L’interrogativo centrale posto dall’Ente verteva sulla loro eventuale inclusione nel limite di spesa per il trattamento accessorio (il cosiddetto “tetto”) stabilito dall’art. 23, comma 2, del D.Lgs. 75/2017.
Il quesito è sorto a seguito delle recenti modifiche introdotte dall’art. 1, comma 124, della Legge n. 207/2024, che ha esteso il perimetro del tetto anche alle somme destinate al welfare integrativo.
La Ricostruzione Normativa e l’Eccezione di Legge e Contratto
La Corte, nell’analisi del caso, ha ripercorso il quadro normativo e contrattuale che regola la materia:
Il Quadro Previgente
Prima dell’intervento legislativo del 2024, la giurisprudenza contabile e le pronunce della Sezione delle Autonomie avevano già stabilito che i proventi da sanzioni, quando destinati a finalità assistenziali, avevano natura non retributiva e, pertanto, erano esclusi dal calcolo del limite di spesa per il trattamento accessorio di cui all’art. 23 del D.Lgs. 75/2017.
La Novità del 2024 e la Clausola di Salvaguardia
Con la Legge 207/2024, il legislatore ha ricompreso esplicitamente le risorse per il welfare integrativo all’interno del tetto del trattamento accessorio.

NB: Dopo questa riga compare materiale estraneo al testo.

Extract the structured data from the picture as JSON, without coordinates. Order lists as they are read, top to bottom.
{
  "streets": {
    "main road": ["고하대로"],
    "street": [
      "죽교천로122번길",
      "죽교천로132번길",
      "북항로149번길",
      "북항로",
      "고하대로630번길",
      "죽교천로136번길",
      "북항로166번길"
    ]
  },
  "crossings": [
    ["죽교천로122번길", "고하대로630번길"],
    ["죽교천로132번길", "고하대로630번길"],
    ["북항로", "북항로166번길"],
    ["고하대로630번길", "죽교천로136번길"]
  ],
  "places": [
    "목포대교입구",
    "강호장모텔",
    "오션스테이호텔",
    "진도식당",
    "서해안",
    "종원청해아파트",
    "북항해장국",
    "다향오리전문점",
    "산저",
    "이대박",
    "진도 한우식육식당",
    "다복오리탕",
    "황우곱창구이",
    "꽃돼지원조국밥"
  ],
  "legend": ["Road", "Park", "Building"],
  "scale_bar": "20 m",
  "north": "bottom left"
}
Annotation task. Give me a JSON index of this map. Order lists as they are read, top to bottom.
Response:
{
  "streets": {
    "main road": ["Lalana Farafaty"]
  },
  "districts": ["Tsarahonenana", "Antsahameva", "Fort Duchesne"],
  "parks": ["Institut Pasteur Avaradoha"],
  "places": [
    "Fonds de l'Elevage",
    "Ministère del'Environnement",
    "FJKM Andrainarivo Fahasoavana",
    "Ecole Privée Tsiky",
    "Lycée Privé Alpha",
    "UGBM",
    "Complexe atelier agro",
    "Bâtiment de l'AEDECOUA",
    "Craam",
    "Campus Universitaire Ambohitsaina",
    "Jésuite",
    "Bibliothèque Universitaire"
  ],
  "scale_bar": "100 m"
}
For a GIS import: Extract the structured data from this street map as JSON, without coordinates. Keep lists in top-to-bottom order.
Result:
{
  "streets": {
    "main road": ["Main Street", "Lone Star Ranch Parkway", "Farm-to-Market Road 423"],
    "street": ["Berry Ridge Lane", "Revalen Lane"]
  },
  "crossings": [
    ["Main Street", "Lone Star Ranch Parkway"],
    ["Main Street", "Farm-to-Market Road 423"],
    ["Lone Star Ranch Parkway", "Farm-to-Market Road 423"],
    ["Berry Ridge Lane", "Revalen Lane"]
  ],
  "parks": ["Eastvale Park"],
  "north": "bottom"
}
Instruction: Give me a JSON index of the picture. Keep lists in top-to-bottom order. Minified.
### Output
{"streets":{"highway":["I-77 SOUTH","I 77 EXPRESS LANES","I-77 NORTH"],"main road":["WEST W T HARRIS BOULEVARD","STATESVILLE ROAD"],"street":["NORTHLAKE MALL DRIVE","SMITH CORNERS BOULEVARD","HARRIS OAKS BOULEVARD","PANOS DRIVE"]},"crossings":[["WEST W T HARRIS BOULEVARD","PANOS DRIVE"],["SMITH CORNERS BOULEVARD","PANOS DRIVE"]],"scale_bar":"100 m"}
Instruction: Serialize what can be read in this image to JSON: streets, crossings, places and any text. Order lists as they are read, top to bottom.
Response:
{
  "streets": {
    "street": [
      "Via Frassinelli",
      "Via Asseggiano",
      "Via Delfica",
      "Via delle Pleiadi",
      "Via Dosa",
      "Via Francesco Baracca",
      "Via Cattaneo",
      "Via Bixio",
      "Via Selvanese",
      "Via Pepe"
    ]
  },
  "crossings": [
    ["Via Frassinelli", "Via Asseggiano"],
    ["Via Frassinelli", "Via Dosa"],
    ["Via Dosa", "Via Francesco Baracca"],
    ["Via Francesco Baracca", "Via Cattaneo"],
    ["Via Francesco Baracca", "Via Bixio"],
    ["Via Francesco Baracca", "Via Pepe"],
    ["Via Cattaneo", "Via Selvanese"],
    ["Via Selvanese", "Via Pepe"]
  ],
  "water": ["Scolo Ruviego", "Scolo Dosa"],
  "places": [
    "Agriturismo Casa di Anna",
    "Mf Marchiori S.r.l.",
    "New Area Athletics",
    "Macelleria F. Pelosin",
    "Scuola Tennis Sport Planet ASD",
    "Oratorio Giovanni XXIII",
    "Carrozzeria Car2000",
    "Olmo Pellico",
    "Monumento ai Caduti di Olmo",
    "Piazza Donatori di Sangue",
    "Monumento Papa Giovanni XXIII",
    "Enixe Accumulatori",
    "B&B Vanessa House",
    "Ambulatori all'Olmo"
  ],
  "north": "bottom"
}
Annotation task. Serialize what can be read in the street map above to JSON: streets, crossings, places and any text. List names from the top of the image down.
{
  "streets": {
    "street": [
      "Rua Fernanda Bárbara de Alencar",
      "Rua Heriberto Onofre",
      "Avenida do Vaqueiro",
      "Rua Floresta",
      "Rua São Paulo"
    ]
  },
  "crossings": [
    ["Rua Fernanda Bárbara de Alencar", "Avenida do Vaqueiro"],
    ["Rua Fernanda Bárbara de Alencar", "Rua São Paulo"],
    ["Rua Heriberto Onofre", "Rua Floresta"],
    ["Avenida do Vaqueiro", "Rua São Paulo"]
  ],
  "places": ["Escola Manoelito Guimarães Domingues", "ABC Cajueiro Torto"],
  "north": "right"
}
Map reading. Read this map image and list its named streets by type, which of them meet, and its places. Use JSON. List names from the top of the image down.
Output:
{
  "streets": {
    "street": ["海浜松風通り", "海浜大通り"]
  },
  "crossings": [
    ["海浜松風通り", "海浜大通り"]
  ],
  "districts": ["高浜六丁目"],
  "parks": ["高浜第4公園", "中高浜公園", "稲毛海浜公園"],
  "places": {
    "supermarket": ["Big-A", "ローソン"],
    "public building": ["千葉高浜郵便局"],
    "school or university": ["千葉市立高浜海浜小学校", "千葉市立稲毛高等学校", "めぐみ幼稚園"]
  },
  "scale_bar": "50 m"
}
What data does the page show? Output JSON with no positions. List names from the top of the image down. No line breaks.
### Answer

Tuttavia, la norma prevede una cruciale clausola di salvaguardia (o eccezione), escludendo dal limite le somme riconosciute a tale fine da:
- specifiche disposizioni di legge
- previgenti norme di contratto collettivo nazionale
L’Applicazione Concreta
La Corte ha applicato il criterio letterale della norma, riscontrando la sussistenza congiunta di entrambe le condizioni di esclusione:
- Disposizione di Legge Specifica: L’art. 208 del Codice della Strada (D.Lgs. 285/1992) autorizza specificamente gli enti locali a destinare una quota dei proventi delle sanzioni a misure di assistenza e previdenza per la Polizia Locale.
- Norma Contrattuale Previgente: L’art. 98 del CCNL 2019-2021 (antecedente alla Legge 207/2024) richiama espressamente l’utilizzo dei proventi ex art. 208 per le finalità assistenziali del personale, in linea con le misure di welfare integrativo disciplinate dall’art. 82 del medesimo CCNL.
La Conclusione della Corte: Esclusione dal Calcolo
In virtù di questa doppia copertura, normativa e contrattuale, la Corte dei Conti Sezione Lombardia ha concluso che i proventi delle sanzioni stradali destinati a misure di welfare integrativo per il personale di Polizia Locale sono tuttora esclusi dal limite di spesa di cui all’art. 23, comma 2, del D.Lgs. 75/2017.
In sintesi, tali risorse non concorrono al calcolo del tetto massimo di spesa per il trattamento accessorio del personale, preservando la possibilità per gli enti locali di utilizzare integralmente tali fondi per le finalità di assistenza e previdenza del Corpo di Polizia.